Distinct de la fraude, l'abus de droit correspond aux actes juridiques fictifs ou à la recherche par le contribuable d'une application littérale des textes à l'encontre des objectifs poursuivis par leurs auteurs, dans un but exclusivement (article L. 64 du livre des procédures fiscales) ou principalement (article L. 64 A du LPF, abus de droit « allégé ») fiscal.
L'optimisation fiscale, également désignée par l'OCDE comme « planification fiscale » désigne, pour le contribuable, le fait de choisir, parmi plusieurs options légales, la moins coûteuse sur le plan fiscal.

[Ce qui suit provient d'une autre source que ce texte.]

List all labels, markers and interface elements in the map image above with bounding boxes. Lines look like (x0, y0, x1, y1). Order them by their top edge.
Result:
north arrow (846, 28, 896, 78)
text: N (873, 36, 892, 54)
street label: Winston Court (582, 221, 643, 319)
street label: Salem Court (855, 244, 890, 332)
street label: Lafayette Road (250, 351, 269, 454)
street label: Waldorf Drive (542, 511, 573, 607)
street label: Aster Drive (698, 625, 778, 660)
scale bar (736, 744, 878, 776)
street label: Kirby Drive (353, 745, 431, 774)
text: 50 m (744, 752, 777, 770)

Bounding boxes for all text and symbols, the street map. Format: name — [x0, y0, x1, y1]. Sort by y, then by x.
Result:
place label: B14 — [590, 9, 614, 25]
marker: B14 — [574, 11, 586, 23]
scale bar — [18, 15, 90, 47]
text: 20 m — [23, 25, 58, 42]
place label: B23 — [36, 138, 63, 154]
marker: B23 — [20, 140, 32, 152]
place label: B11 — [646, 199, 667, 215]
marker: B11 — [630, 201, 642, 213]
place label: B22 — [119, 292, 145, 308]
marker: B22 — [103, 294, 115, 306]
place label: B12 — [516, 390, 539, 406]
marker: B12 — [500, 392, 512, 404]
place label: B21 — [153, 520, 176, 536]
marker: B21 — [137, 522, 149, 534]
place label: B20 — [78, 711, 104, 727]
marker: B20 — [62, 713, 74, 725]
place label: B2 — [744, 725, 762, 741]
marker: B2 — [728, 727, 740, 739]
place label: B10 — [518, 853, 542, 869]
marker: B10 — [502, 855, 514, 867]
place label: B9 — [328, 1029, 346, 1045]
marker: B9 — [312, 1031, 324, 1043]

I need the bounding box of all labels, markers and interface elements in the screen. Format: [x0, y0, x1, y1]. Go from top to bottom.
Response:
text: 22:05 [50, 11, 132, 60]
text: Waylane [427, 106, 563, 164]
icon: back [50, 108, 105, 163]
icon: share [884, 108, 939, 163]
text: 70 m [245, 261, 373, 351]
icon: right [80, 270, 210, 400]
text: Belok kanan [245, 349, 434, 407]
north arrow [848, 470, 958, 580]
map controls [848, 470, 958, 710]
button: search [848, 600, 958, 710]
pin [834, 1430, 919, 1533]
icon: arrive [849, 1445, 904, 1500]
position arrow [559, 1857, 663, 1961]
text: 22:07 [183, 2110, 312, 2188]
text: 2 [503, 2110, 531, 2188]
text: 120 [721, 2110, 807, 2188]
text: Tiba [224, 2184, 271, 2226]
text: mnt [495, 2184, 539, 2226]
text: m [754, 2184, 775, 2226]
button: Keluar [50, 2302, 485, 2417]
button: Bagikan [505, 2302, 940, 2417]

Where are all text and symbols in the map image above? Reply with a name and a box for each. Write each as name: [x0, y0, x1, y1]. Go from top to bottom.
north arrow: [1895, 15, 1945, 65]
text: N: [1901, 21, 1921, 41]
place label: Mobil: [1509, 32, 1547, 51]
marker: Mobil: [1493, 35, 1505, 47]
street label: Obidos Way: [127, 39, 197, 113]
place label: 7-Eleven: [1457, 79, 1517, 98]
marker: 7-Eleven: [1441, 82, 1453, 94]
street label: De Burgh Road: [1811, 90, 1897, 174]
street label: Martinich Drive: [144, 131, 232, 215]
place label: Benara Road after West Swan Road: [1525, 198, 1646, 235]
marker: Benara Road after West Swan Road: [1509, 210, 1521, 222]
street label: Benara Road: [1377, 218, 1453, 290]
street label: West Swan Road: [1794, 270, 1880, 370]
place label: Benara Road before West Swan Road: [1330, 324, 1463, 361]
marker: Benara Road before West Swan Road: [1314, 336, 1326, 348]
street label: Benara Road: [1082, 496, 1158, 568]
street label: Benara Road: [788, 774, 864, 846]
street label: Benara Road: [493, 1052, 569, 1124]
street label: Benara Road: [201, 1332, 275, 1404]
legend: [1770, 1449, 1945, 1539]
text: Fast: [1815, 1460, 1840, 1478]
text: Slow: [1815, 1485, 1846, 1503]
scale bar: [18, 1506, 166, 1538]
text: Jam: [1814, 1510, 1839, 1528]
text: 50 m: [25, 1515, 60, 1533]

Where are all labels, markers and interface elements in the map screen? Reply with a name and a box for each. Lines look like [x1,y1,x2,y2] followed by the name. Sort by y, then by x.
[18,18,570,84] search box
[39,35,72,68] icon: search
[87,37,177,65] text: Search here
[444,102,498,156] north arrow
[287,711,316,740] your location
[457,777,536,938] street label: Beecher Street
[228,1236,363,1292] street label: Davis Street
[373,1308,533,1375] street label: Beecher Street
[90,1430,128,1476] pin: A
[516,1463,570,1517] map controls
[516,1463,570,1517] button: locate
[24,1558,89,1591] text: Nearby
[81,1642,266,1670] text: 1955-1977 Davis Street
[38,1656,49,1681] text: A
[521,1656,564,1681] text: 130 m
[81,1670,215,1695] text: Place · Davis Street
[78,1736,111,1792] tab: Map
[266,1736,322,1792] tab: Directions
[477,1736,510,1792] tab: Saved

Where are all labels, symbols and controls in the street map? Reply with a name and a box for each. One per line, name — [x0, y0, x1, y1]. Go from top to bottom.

En ce sens, la jurisprudence lui reconnait un principe de « libre-choix de la voie la moins imposée ». Elle intègre l'exil fiscal, qui correspond à un transfert volontaire de domiciliation fiscale dans une autre juridiction pour un motif fiscal. Par opposition à la fraude et à l'abus de droit, l'optimisation est légale, même si elle peut soulever des débats en termes d'équité. En ce sens, la notion de suroptimisation fiscale est apparue plus récemment dans le débat public. Pour le CPO, elle peut être assimilée à l'optimisation fiscale agressive, qui consiste « tirer parti des subtilités d'un système fiscal ou des incohérences entre plusieurs systèmes fiscaux afin de réduire l'impôt à payer » et peut relever de l'abus de droit. Selon la DLF, il s'agit d'un « concept non juridique qui vise des situations où des dispositifs légaux ont été utilisés sans détournement de l'objectif du législateur mais avec une intensité, par l'ampleur des montants concernés, ou par l'accumulation de dispositifs avantageux, telle que cela finit par excéder l'intention du législateur. » Comme l'ont souligné les auditions, la caractérisation de l'abus de droit est ardue tant la frontière entre optimisation et abus de droit est brouillée.
L'évasion fiscale constitue, selon le CPO, toute opération destinée à réduire le montant des prélèvements dont le contribuable doit normalement s'acquitter, et dont la régularité est incertaine. Elle peut relever soit de l'optimisation fiscale soit de la fraude fiscale.
Source : commission des finances d'après les réponses aux questionnaires du Président et du Rapporteur général et les travaux du Conseil des prélèvements obligatoires
* 66 Ce qui représente un portefeuille d'environ 22 000 contribuables.
* 67 Pour le dernier décile de la distribution de patrimoine immobilier au sein des foyers IFI à IR nul, le total des droits recouvrés représente 47 millions d'euros et les pénalités, 14 millions d'euros.
* 68 Réponses écrites au questionnaire du Président et du Rapporteur général.
* 69 Inspirée des auditions et contributions écrites et du rapport d'Alexandre Jehan et de Clément Puechbroussou, « Fraude et évitement en matière d'imposition des revenus des personnes physiques », rapport particulier n° 4, établi dans le cadre de la préparation du rapport « Conforter l'égalité des citoyens devant l'imposition des revenus » du Conseil des prélèvements obligatoires (CPO), octobre 2024.